Su et al.  also found that, comparing to IMRT alone, adding chemotherapy to IMRT did not improve the outcomes for locally advanced NPC. In their study, of 603 patients with T3-4 N2-3 NPC treated with IMRT, 101 were treated with IMRT alone, 222 patients with cisplatin-based CCRT (CCRT group), 207 patients with induction chemotherapy followed by CCRT (IC + CCRT group), 38 patients received IMRT with either induction chemotherapy or adjuvant chemotherapy (IC or Adj group) and 35 had CCRT followed by adjuvant chemotherapy (Con + Adj group). The 5 years overall survival was 77.2% for IMRT group alone, 78.7% for CCRT group, 73.4% for IC + CCRT group, 82.3% for IC or Adj group and 80.6% for Con + Adj group (P = 0.59). There were no significant survival differences no matter them received chemotherapy or not. Of those with locoregionally advanced NPCs who will benefit from CCRT or RT alone? Lin et al.  divided the stage III/IVM0 (1992 AJCC staging system) patients from their previously randomized trial  into high risk group and lower risk group. The high risk group included patients who met at least one of following criteria: nodal size >6 cm, supraclavicular node metastases, 1992 AJCC stage T4N2, multiple neck node metastases with at least 1 node >4 cm; the others without any high risk factors were in low risk group. The results showed that only low risk group patients benefited from CCRT compared to the RT alone. The 5-year disease LC and OS were 95.1% and 85.3% in CCRT group, the disease local control improvement has been translated into an OS benefit. But, when compared to the Lin’s data, in our study, LC and OS for stage III patients (similar to Lin’s lower risk group) treated with IMRT-SIB alone were 95.6% and 88.3%, is similar to those in Lin’s lower risk group who treated with CCRT. That is to say, in some selected patients (for example, UICC stage III patients), IMRT-SIB alone may be an alternative treatment choice.

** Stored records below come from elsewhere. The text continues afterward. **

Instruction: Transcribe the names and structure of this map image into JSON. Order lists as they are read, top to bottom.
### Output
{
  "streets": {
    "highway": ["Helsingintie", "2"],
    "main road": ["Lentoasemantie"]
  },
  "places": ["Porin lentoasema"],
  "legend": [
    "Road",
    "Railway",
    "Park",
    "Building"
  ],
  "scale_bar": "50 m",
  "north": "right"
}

Several pitfalls need to be addressed. Selection bias in a retrospective study could have impacted on our results. However, we included all consecutive patients with stage III and non-metastatic stage IV NPC treated with IMRT-SIB in our institution except for those received neo- or adjuvant chemotherapy or molecular target drugs. Second, the cumulative cisplatin dose from our weekly chemotherapy regimen was 180-210 mg/m2, which was lower than the recommended standard total dose of 300 mg/m2, as there was a positive relationship between the total cisplatin dose and treatment outcomes locally advanced squamous cell carcinoma of head and neck . As CCRT with high acute treatment-related toxicities in patients who received cisplatin regimen of 100 mg/m2, about 30% patients could not receive the third cycle of cisplatin . Kim et al.  compared and analyzed the tumor response, the overall survival, the toxicity and the chemotherapy dose intensity in the patients with locally advanced nasopharyngeal cancer who were treated with a 3-week cycle of 100 mg/m2 cisplatin or 30 mg/m2 weekly cisplatin, the author conclude that weekly 30 mg/m2 cisplatin-based CCRT is a practical, feasible cisplatin schedule for the patients with locally advanced nasopharyngeal cancer in regard to decreasing the interruption of radiation treatment and the treatment-related acute toxicities. So the total dose in our study might be reasonable. We are not clear about the worse outcomes in terms of DFS and DMFS in CCRT group compared to IMRT-SIB alone group for stage IVA and N0-1 patients, the possible reasons maybe the sample size and the bias of a retrospective study.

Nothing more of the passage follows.